Roger Lass: You ask a really interesting question. From my point of
view, as a senior linguist who really doesn't have to worry about
publication (total = 11 books and c. 70 articles, & I'm in my 60s and
a full professor), I find that the older I get the more e-mail lists I
tend to be members of (though I don't contribute that much). There are
a number of reasons:

1. Keeping abreast, informally, of issues that arise in fields that
aren't mine, and sometimes getting interested, going to cited
articles, etc.

2. Answering questions that happen to fall into my own area of
expertise, as part of what one might call 'scholarly duties', I

3. Raising questions where the knowledge base is very scattered, and
there are all kinds of odd experts I don't know about. E.g. one
example: I was doing some work several years ago on whether certain
types of grammatical changes are unidirectional. There's no way I
could cover the histories of all language groups, so I posted a query
on linguist asking for examples of certain types of changes. I got a
lot of useful answers, from the histories of language families I
didn't know at all.

4. A kind of social purpose: sometimes I'll see a posting by somebody
I know but haven't seen in years, and will answer as a way of
re-establishing contact and saying hello.

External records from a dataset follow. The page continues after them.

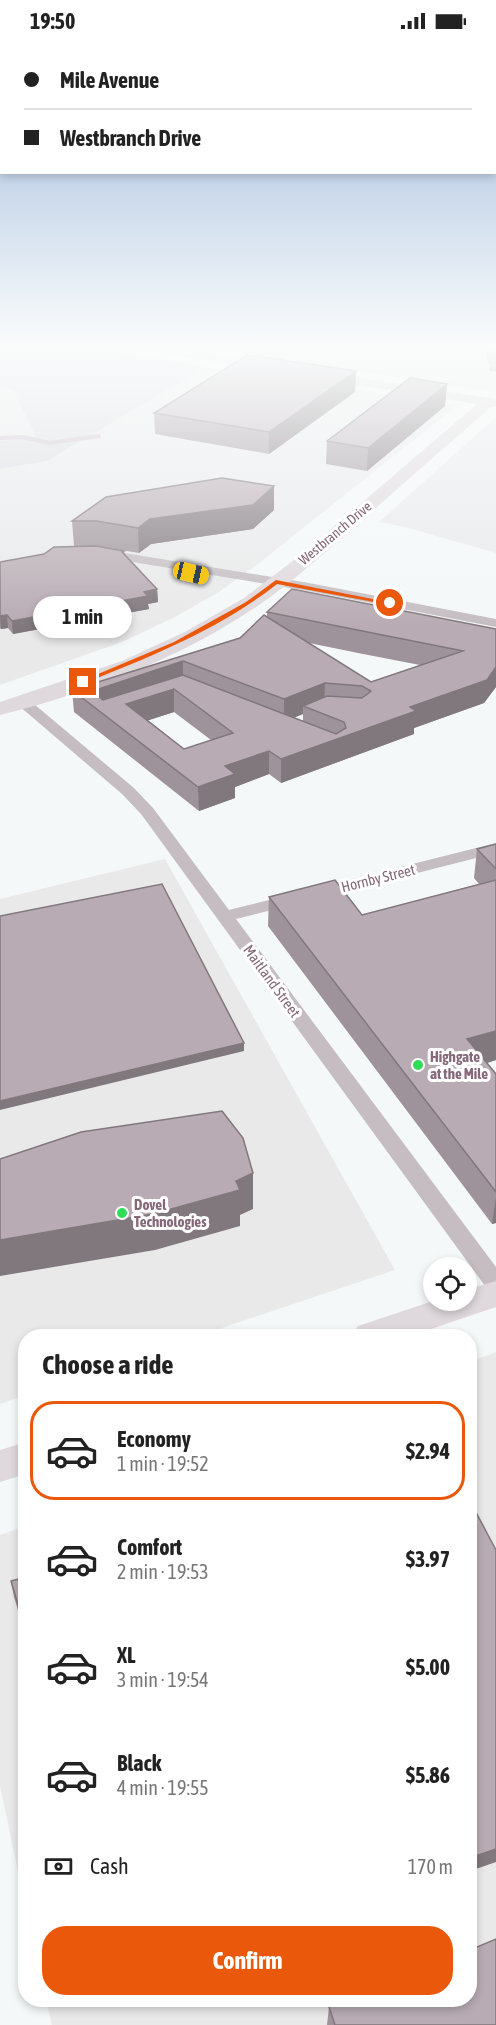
<!DOCTYPE html>
<meta charset="utf-8">
<style>
body{margin:0;font-family:"Asap Condensed",sans-serif;background:#f2f2f2;color:#222;height:100vh;display:flex;flex-direction:column;font-size:22px;white-space:nowrap}
*{box-sizing:border-box;margin:0}
p{font-size:20px;color:#767676}
.icon{flex:none;width:33px;height:33px;fill:none;stroke:currentColor;stroke-width:2;stroke-linecap:round;stroke-linejoin:round}
.map{position:relative;flex:1;overflow:hidden}
.panel{position:absolute;left:18px;top:1287px;width:459px;height:678px;display:flex;flex-direction:column;background:#fff;border-radius:24px;box-shadow:0 3px 9px #0003}
.panel>*{flex:none}
.guide{position:absolute;left:0px;top:0px;width:496px;height:132px;box-shadow:0 3px 9px #0003;display:grid;align-content:center;height:132px;padding:0 24px;background:#fff}
.controls{position:absolute;left:423px;top:1215px;display:grid;gap:12px}
.controls a{display:grid;place-items:center;width:54px;height:54px;border-radius:50%;background:#fff;box-shadow:0 3px 9px #0003;font-size:30px}
.end{position:absolute;width:27px;height:27px;margin:-14px;border:8px solid #ea580c;background:#fff;box-shadow:0 0 0 3px #fff}
.from{border-radius:50%}
.bubble{position:absolute;height:42px;border-radius:21px;background:#fff;box-shadow:0 3px 9px #0003;font-size:20px;font-weight:700;line-height:42px;text-align:center}
.car{position:absolute;width:18px;height:36px;margin:-18px -9px;border-radius:8px;box-shadow:0 0 4px 2px #0007;background:linear-gradient(#f5c518 24%,#345 0 40%,#f5c518 0 76%,#345 0 86%,#f5c518 0)}
.guide b{display:flex;align-items:center;gap:21px;height:57px;font-size:22px}
.guide b+b{border-top:2px solid #e0e0e0}
.guide i{width:15px;height:15px;background:#222}
ul{padding:0;list-style:none}
li{display:flex;align-items:center;gap:18px;height:99px;margin:0 12px 9px;padding:0 12px;border:3px solid transparent;border-radius:24px}
li div{flex:1}
li b{display:block;font-size:22px}
li em{font-style:normal;font-weight:700}
li.active{border-color:#ea580c}
li>.icon{width:54px;height:54px;stroke-width:1.5}
h2{padding:0 24px;font-size:27px;line-height:72px}
.pay{display:flex;align-items:center;gap:15px;height:66px;padding:0 24px;font-size:22px}
.pay p{margin-inline-start:auto}
.button{display:flex;gap:12px;margin-top:auto;padding:12px 24px}
.button a{flex:1;height:69px;border-radius:24px;background:#ea580c;color:#fff;font-size:24px;font-weight:700;line-height:69px;text-align:center}
.status{display:flex;justify-content:space-between;align-items:center;height:42px;padding:0 30px;background:#fff;direction:ltr}
.status svg{height:16px;fill:currentColor}
.map>svg:first-child{display:block}
</style>
<div class="status"><b>19:50</b><svg viewBox="0 0 49 12"><path d="M0 12V9h3v3zM5 12V6h3v6zM10 12V3h3v9zM15 12V0h3v12zM26 1h20v11H26zM47 4h2v5h-2z"/></svg></div>
<div class="map">
<svg width="496" height="1983" viewBox="0 0 496 1983">
<rect width="100%" height="100%" fill="#f5f8f8"/>
<path fill="#e9e9ea" d="M216 307H496V350L230 310Z
M206 325 458 363 254 525 219 550 175 575 122 600 0 643V427L47 419Z
M0 346 13 348 37 395 0 399Z
M496 375V511L405 485 379 480Z
M165 817 395 1228 198 1294H26L25 1353 0 1362V857Z
M496 1310V1983H52L46 1958H470V1320Z
M25 1484V1862L0 1744V1493Z"/>
<path fill="#d7dadf" d="M0 307H103L206 325 47 419 0 427V399L36 395 13 348 0 346Z"/>
<g fill="none" stroke-linecap="round" stroke-linejoin="round">
<path stroke="#ccbdc8" stroke-width="4" d="M0 396 23 395 49 401 99 394"/>
<path fill="#c5bdc2" fill-rule="evenodd" d="M100 507 309 541 496 577V585L309 549 96 514V508Z
M23 656 28 657 134 746 153 766 229 868 496 801V811L236 877 496 1225V1251L488 1248 141 772 122 752 18 663 16 660Z"/>
<path fill="#dfd8dc" fill-rule="evenodd" d="M153 307H186L275 322 282 326 275 330 159 311Z
M317 329 496 357V365H491C450 401 409 436 368 473 332 504 298 536 259 563 183 615 90 651 0 673V660L122 619 185 590 244 556 302 512 477 362 312 336 310 333 312 330Z
M496 1239V1265L410 1294H352L358 1284 436 1258H466V1248Z
M26 1400V1432L0 1440V1408Z"/>
</g>
<path fill="#9e939a" fill-rule="evenodd" d="M487 307H496V330L489 329V321H488V318L487 317Z
M356 329 355 350 269 412 155 392 154 371Z
M447 342 445 364 367 429 326 422 327 399Z
M274 444V468L253 487 151 502 139 511 97 504H74L72 479Z
M124 509 125 512 157 547 158 560 148 562 149 567 13 592 8 586 1 587 0 586V520Z
M267 570 496 587V645L484 661 414 686V692L281 741 269 732 235 745V756L199 769 74 670 72 648 240 596 267 574ZM309 601 363 612 420 623 371 640ZM174 670 211 698 184 707 148 678ZM303 672V679L294 675Z
M496 802V1018L487 1021 496 1032V1181L492 1182 268 884 269 855 362 873 479 842 474 836 477 807Z
M26 1535V1595L14 1555 11 1539Z
M329 1965 496 1983H327Z"/>
<path fill="#81787d" d="M356 329 355 350 269 412V390Z
M447 342 445 364 367 429 368 406Z
M274 444V468L253 487 151 502 139 511 138 486 150 477Z
M157 547 158 560 148 562 149 567 13 592 12 579Z
M7 573 8 586 1 587 0 574Z
M183 619V642L100 670 95 652 99 647Z
M496 625V645L484 661 414 686V692L281 741V717L410 665Z
M325 641 324 664H303V672L284 680V657Z
M174 647V670L128 685 126 662Z
M269 709V732L235 745V756L199 769 198 745 225 724Z
M496 989V1018L464 1028 467 997Z
M244 1001V1009L0 1068V1059Z
M253 1131V1167L240 1173V1184L155 1208 0 1234V1198L236 1139Z
M496 1155V1181L492 1182Z
M496 1807V1820L470 1829V1816Z"/>
<path fill="#b8abb3" stroke="#81787d" stroke-width="1.5" fill-rule="evenodd" d="M488 307H496V320L490 319 494 316 490 315 494 312 489 311 492 308Z
M247 313 356 329 269 390 154 371Z
M410 336 447 342 368 406 327 399Z
M222 436 274 444 253 463 150 477 138 486 96 479H72L106 455Z
M96 504 124 509 122 510 157 547 144 550 148 554 12 579 7 573 0 574V520L44 512 54 505Z
M292 547 496 587V625L487 638 410 665 416 669 281 717 269 709 225 724 235 732 198 745 72 648 240 596 264 573 371 640 463 609 267 570ZM183 619 284 657 325 641 362 644 371 649 362 656 327 654 303 664 344 680 346 686 336 692 183 633 103 658 95 652 99 647ZM174 647 233 691 184 707 126 662Z
M496 802V827L477 807Z
M335 838 362 873 496 838V989L467 997 496 1032V1150L269 855Z
M162 842 244 1001 0 1059V874Z
M222 1069 243 1096 253 1131 236 1139 240 1148 153 1172 0 1198V1117L81 1090Z
M470 1459 496 1508V1807L470 1816Z
M26 1535V1590L11 1539Z
M496 1897V1983H335L329 1965 348 1958H470V1908Z"/>
<linearGradient id="sky" x2="0" y2="1"><stop stop-color="#9db8db"/><stop offset="0.52" stop-color="#fafcfc"/><stop offset="1" stop-color="#fafcfc" stop-opacity="0"/></linearGradient>
<rect width="496" height="585" fill="url(#sky)"/>
<path fill="#ea580c" d="M276 538 393 561 390 563 277 542C220 587 152 614 85 641L79 640 174 600 246 560Z"/>
<g fill="#30dd57" stroke="#fff" stroke-width="2">
<circle cx="418" cy="1023" r="6"/>
<circle cx="122" cy="1171" r="6"/>
</g>
<g text-anchor="middle" dominant-baseline="central" stroke-width="6" stroke-linejoin="round" paint-order="stroke">
<g font-size="14" fill="#856879" stroke="#fff">
<text transform="translate(335 491) rotate(-40)">Westbranch Drive</text>
</g>
<g font-size="15" fill="#856879" stroke="#fff">
<text transform="translate(378 836) rotate(-14)">Hornby Street</text>
<text transform="translate(272 939) rotate(54)">Maitland Street</text>
</g>
<g font-size="15" font-weight="bold" fill="#856879" stroke="#fff" text-anchor="start">
<text x="430" y="1014">Highgate<tspan x="430" dy="17">at the Mile</tspan></text>
<text x="134" y="1162">Dovel<tspan x="134" dy="17">Technologies</tspan></text>
</g>
</g>
</svg>
<div class="controls">
<a><svg class="icon" aria-label="locate" viewBox="0 0 24 24"><circle cx="12" cy="12" r="6"/><path d="M12 2v4M12 18v4M2 12h4M18 12h4"/></svg></a>
</div>
<i class="end from" style="left:390px;top:561px"></i>
<i class="end" style="left:83px;top:640px"></i>
<div class="bubble" style="left:33px;top:554px;width:99px">1 min</div>
<i class="car" style="left:191px;top:531px;rotate:103deg"></i>
<div class="guide">
<b><i class="from"></i>Mile Avenue</b>
<b><i></i>Westbranch Drive</b>
</div>
<section class="panel">
<h2>Choose a ride</h2>
<ul>
<li class="active"><svg class="icon" aria-label="car" viewBox="0 0 24 24"><path d="M5 17H2v-5l4-1 3-4h7l3 4 3 1v5h-3M9 17h6M6 11h13"/><circle cx="7" cy="17" r="2"/><circle cx="17" cy="17" r="2"/></svg><div><b>Economy</b><p>1 min · 19:52</p></div><em>$2.94</em></li>
<li><svg class="icon" aria-label="car" viewBox="0 0 24 24"><path d="M5 17H2v-5l4-1 3-4h7l3 4 3 1v5h-3M9 17h6M6 11h13"/><circle cx="7" cy="17" r="2"/><circle cx="17" cy="17" r="2"/></svg><div><b>Comfort</b><p>2 min · 19:53</p></div><em>$3.97</em></li>
<li><svg class="icon" aria-label="car" viewBox="0 0 24 24"><path d="M5 17H2v-5l4-1 3-4h7l3 4 3 1v5h-3M9 17h6M6 11h13"/><circle cx="7" cy="17" r="2"/><circle cx="17" cy="17" r="2"/></svg><div><b>XL</b><p>3 min · 19:54</p></div><em>$5.00</em></li>
<li><svg class="icon" aria-label="car" viewBox="0 0 24 24"><path d="M5 17H2v-5l4-1 3-4h7l3 4 3 1v5h-3M9 17h6M6 11h13"/><circle cx="7" cy="17" r="2"/><circle cx="17" cy="17" r="2"/></svg><div><b>Black</b><p>4 min · 19:55</p></div><em>$5.86</em></li>
</ul>
<div class="pay"><svg class="icon" aria-label="cash" viewBox="0 0 24 24"><path d="M3 7h18v10H3z"/><circle cx="12" cy="12" r="2"/></svg>Cash<p>170 m</p></div>
<div class="button"><a>Confirm</a></div>
</section>
</div>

5. Amusement, entertainment, etc. Since I tend to work almost
exclusively at home, I'll often read e-mail at odd hours, e.g. as an
andtidote to insomnia, or before bed.

6. As far as reward-structure, in linguistics at any rate either
contributing to e-groups or even posting papers on the Internet is
irrelevant. I'd never think of citing any such thing in my CV, nor
would anybody concerned with looking at my CV be interested. Such
activities are private and for one's own interest.

David Palfreyman: I am generally a lurker on LINGUIST, but at the same
time I am trying very hard to finish a journal article and publish a
collection of articles. I suppose this shows up my motivations:
LINGUIST (like local professional association newsletters, for
example) I see as a) a source of information and leads, and
b)occasional stimulus to reply, generally offlist (like this :-) ... I
don't think I really have any instrumental motivation to *contribute*
*to the list* (as opposed to reading, or responding to individual
authors). It's an interesting thought, though - thank you. I might
think of LINGUIST more in that way in future!